Data supplied Block Start

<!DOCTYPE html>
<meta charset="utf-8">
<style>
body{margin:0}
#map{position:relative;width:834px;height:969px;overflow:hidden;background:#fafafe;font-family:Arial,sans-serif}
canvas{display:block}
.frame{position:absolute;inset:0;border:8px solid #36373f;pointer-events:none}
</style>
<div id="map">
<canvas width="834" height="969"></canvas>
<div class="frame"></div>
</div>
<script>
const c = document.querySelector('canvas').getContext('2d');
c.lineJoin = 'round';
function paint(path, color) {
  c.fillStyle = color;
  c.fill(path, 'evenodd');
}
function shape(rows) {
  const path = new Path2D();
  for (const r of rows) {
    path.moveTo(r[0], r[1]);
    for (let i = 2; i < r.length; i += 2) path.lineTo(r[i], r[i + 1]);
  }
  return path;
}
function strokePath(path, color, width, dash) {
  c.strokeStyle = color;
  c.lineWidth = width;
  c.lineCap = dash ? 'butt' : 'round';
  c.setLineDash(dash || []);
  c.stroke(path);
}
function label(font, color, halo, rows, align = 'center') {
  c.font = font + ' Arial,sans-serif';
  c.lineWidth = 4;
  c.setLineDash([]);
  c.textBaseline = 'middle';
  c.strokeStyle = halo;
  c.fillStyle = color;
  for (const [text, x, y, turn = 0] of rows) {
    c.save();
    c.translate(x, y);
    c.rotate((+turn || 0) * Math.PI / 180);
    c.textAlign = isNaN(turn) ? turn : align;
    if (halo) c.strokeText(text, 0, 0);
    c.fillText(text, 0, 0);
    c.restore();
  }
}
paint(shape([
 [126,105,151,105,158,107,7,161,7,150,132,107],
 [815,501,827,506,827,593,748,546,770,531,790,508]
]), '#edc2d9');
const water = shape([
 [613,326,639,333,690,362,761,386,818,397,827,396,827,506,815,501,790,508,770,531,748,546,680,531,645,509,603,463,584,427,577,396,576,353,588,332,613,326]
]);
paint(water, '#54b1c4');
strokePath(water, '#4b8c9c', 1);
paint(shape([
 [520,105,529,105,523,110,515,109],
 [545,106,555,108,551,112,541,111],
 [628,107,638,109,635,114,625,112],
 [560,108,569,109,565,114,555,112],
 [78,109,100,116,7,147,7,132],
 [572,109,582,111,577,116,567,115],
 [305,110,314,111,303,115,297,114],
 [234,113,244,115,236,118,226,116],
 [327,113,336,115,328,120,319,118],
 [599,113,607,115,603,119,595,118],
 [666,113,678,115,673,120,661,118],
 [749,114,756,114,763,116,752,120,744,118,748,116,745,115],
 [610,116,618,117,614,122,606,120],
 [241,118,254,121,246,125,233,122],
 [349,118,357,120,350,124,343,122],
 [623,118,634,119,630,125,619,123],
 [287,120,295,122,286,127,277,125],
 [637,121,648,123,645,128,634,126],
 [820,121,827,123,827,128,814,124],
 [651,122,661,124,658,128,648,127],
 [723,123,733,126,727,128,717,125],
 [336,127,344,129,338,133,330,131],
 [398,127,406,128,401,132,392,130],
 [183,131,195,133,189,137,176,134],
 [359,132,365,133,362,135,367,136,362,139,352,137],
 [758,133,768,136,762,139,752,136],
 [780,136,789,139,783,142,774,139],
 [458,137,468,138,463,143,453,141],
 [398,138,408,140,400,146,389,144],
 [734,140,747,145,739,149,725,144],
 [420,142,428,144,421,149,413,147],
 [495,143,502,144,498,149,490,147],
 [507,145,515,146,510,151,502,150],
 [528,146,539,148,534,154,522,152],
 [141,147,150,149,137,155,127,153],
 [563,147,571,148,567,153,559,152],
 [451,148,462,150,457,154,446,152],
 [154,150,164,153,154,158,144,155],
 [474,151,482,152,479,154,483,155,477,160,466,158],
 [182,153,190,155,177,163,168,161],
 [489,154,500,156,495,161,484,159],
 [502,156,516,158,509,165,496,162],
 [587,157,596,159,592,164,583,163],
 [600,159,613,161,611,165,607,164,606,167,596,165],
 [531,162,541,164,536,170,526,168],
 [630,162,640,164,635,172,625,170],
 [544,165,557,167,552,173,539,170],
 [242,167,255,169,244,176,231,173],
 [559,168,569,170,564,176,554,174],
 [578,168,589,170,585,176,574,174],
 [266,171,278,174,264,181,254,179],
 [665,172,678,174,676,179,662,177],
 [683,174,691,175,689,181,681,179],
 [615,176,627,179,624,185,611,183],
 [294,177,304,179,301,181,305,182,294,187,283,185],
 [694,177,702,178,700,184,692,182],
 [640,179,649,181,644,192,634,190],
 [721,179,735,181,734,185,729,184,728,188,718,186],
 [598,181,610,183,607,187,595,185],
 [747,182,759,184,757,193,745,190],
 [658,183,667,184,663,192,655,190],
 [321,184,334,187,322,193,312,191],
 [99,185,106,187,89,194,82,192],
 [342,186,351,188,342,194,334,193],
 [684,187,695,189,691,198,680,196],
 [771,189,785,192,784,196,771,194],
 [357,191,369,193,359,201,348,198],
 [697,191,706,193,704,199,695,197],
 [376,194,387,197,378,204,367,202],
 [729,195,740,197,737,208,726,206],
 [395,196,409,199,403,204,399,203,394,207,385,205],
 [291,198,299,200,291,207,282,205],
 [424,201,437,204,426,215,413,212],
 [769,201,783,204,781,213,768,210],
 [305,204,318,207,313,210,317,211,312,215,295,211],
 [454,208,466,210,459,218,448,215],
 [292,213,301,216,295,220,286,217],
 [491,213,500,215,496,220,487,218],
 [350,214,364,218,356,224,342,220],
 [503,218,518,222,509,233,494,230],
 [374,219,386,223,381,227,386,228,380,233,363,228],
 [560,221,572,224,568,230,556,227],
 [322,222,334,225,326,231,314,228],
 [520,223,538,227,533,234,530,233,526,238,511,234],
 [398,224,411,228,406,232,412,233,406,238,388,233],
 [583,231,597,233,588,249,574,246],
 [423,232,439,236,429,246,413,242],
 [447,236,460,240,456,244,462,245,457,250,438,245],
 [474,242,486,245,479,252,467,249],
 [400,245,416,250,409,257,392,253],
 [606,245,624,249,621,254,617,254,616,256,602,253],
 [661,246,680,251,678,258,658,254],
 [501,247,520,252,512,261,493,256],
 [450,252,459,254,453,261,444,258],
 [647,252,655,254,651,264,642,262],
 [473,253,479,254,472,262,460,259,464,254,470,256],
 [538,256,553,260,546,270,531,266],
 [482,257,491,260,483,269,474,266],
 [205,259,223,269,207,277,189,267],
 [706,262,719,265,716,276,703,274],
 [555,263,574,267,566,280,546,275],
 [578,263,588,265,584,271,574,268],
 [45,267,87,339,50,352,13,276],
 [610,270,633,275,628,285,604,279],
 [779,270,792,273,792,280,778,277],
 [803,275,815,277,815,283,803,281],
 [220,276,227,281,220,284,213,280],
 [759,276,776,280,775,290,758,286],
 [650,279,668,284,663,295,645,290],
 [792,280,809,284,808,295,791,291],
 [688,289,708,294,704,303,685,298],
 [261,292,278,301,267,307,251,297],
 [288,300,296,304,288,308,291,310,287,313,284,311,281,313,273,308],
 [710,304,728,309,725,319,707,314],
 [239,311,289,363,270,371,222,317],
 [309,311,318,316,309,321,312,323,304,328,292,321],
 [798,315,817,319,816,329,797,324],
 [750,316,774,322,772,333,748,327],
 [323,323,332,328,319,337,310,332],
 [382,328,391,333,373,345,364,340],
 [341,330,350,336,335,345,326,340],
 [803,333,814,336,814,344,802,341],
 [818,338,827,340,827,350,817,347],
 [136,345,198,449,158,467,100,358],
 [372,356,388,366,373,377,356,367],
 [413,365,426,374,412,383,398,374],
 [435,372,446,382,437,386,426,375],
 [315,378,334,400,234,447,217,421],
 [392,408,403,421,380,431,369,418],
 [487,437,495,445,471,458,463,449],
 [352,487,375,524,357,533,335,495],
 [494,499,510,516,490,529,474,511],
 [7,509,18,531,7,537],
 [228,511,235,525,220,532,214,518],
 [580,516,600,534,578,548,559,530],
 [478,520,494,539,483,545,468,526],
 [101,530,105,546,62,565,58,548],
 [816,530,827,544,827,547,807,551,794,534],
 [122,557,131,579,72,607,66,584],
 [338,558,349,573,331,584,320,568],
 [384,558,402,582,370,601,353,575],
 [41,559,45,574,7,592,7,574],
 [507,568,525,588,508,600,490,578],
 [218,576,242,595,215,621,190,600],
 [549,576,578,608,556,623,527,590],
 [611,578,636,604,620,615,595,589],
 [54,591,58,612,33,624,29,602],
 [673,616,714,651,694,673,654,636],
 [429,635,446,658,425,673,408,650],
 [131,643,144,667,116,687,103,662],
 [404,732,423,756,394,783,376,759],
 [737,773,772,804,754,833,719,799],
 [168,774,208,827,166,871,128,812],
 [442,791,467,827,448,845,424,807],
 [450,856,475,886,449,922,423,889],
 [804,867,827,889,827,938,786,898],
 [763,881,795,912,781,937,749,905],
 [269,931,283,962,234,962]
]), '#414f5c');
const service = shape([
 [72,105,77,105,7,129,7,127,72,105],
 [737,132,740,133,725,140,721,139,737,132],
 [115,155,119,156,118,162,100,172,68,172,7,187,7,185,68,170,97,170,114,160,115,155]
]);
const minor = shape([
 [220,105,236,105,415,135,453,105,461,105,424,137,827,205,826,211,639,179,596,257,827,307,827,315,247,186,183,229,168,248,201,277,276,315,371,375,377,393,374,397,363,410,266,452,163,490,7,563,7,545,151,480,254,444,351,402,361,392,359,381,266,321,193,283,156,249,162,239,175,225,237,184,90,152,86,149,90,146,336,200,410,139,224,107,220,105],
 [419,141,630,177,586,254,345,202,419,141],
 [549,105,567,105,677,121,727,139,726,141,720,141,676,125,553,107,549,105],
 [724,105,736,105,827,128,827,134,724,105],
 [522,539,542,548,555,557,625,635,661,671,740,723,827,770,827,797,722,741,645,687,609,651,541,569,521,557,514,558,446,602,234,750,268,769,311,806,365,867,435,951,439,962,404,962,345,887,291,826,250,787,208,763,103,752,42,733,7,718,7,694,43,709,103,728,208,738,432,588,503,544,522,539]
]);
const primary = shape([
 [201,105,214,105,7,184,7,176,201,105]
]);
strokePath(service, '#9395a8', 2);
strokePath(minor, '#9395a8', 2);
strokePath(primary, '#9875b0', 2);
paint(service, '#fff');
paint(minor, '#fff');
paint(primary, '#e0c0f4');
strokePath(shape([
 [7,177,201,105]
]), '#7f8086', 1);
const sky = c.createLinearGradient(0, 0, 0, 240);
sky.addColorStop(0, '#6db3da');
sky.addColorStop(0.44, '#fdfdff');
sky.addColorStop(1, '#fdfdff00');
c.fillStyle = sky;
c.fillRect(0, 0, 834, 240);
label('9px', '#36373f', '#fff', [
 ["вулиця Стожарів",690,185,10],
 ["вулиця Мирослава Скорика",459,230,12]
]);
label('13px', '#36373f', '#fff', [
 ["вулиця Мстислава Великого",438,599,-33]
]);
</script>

Data supplied Block End

■ **Exercise details**: From the records above, show each line that contains the word "align".

■ **Exercise output**:
function label(font, color, halo, rows, align = 'center') {
    c.textAlign = isNaN(turn) ? turn : align;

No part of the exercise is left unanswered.